══ THE RECORDS ══

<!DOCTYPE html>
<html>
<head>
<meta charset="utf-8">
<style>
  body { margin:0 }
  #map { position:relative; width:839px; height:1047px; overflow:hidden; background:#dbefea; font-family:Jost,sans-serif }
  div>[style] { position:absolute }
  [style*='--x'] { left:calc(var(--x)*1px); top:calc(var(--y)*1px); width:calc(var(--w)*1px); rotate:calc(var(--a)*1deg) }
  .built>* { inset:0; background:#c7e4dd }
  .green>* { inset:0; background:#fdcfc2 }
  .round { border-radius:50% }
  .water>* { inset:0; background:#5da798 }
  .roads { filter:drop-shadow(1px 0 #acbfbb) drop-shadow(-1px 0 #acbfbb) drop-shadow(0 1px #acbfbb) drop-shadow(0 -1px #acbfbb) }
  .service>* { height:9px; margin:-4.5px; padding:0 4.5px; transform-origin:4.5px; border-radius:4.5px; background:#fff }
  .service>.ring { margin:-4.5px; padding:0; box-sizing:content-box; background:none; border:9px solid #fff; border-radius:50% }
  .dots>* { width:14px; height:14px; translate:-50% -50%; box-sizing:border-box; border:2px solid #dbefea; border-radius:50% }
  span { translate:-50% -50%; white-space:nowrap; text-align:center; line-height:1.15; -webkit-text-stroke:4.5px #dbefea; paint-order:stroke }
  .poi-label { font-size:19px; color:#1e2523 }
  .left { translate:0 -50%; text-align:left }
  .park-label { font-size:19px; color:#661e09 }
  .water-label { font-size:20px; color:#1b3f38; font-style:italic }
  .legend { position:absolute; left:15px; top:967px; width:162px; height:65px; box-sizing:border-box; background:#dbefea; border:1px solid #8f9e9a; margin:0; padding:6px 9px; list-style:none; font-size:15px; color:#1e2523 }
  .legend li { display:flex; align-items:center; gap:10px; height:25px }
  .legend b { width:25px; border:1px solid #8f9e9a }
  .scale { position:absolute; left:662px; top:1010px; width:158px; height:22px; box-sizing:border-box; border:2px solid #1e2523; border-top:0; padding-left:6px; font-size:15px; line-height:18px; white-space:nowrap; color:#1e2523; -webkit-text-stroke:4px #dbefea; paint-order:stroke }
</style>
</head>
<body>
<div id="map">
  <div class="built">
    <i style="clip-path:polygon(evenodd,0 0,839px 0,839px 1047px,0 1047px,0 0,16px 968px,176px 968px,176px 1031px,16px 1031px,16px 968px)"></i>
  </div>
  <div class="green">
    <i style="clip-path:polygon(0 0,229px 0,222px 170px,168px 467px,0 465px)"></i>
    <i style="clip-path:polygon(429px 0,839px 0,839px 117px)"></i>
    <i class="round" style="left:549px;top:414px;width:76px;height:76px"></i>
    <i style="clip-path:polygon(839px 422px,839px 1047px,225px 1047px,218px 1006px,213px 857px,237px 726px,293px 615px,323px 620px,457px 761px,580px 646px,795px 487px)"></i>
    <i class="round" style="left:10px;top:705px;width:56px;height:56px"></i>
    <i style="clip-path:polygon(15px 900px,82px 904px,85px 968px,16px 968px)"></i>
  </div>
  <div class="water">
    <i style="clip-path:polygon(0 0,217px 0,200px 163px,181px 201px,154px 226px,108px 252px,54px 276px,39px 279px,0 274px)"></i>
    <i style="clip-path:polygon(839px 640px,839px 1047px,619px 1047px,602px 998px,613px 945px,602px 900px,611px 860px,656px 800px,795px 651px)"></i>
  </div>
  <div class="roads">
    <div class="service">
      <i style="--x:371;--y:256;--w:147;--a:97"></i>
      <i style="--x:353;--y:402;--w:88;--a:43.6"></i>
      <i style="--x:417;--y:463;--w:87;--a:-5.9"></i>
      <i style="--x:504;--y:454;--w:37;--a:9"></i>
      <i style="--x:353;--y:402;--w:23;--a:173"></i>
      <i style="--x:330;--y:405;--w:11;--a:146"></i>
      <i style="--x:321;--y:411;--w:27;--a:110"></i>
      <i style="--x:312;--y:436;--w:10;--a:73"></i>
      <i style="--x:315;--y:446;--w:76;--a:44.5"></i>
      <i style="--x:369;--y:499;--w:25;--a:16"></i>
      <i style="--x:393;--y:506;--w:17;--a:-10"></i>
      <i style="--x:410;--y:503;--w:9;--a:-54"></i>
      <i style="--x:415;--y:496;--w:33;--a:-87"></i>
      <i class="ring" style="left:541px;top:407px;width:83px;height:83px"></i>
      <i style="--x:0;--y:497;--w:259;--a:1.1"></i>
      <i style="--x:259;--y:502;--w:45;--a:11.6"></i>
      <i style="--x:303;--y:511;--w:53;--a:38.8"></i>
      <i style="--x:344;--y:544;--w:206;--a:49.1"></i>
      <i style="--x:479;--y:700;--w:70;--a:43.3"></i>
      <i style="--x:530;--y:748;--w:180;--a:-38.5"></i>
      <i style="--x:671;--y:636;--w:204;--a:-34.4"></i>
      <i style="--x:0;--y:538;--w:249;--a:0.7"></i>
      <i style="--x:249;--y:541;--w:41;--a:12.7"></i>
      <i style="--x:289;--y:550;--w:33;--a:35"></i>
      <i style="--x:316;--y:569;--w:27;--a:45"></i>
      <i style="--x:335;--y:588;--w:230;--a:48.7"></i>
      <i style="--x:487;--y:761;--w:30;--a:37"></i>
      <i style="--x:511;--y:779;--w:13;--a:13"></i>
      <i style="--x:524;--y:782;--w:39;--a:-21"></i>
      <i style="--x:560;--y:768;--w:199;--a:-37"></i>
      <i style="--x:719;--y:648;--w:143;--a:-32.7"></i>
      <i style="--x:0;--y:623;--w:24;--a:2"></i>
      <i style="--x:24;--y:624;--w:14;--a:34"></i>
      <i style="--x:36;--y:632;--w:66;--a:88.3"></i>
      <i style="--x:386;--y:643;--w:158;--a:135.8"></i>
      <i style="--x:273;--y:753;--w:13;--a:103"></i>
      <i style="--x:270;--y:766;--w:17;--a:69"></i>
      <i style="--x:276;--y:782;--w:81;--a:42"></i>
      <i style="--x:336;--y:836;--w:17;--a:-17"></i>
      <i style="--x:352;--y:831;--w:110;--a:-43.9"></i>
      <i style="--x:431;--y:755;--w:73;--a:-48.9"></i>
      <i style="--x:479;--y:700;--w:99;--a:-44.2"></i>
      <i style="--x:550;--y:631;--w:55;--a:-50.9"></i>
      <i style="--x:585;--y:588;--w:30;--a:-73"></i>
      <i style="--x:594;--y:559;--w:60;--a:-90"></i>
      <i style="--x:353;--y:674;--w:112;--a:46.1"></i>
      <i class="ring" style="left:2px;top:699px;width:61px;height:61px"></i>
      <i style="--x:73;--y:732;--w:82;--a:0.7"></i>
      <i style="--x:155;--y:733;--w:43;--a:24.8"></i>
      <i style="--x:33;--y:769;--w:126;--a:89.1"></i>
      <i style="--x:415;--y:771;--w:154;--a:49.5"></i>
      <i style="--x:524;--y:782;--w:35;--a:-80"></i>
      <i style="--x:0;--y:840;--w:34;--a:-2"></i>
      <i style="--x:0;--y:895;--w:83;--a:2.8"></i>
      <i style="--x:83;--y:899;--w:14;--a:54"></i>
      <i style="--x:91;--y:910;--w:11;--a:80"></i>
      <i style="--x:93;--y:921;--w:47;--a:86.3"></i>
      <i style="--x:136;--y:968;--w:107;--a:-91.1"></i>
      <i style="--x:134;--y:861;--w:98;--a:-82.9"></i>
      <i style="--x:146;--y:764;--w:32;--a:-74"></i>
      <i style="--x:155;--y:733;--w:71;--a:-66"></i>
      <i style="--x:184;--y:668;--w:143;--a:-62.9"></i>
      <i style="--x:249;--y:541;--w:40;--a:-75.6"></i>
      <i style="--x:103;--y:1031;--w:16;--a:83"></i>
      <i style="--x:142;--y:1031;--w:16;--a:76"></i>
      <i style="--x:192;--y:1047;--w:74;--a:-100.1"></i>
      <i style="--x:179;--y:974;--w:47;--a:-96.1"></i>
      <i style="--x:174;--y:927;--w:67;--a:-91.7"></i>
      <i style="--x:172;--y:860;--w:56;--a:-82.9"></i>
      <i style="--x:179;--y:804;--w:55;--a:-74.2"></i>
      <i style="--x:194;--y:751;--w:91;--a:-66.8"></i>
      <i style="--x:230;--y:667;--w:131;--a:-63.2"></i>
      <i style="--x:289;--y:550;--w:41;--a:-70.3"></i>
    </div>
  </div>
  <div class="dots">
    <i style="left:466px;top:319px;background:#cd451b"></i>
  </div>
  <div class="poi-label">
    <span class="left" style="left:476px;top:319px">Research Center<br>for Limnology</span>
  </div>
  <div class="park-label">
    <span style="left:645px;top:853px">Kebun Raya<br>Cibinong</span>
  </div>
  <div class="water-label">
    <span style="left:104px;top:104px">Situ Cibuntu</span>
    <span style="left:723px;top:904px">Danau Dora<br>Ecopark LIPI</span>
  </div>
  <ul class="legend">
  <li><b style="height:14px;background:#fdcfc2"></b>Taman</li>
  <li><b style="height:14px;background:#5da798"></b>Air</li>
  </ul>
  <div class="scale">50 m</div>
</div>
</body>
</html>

═══

TASK INSTRUCTIONS
Write out the material above exactly, please, from its first line up to and including the line where "filter:drop-shadow(1px 0 #acbfbb)" appears, and stop there.

RESULT OF THIS TASK
<!DOCTYPE html>
<html>
<head>
<meta charset="utf-8">
<style>
  body { margin:0 }
  #map { position:relative; width:839px; height:1047px; overflow:hidden; background:#dbefea; font-family:Jost,sans-serif }
  div>[style] { position:absolute }
  [style*='--x'] { left:calc(var(--x)*1px); top:calc(var(--y)*1px); width:calc(var(--w)*1px); rotate:calc(var(--a)*1deg) }
  .built>* { inset:0; background:#c7e4dd }
  .green>* { inset:0; background:#fdcfc2 }
  .round { border-radius:50% }
  .water>* { inset:0; background:#5da798 }
  .roads { filter:drop-shadow(1px 0 #acbfbb) drop-shadow(-1px 0 #acbfbb) drop-shadow(0 1px #acbfbb) drop-shadow(0 -1px #acbfbb) }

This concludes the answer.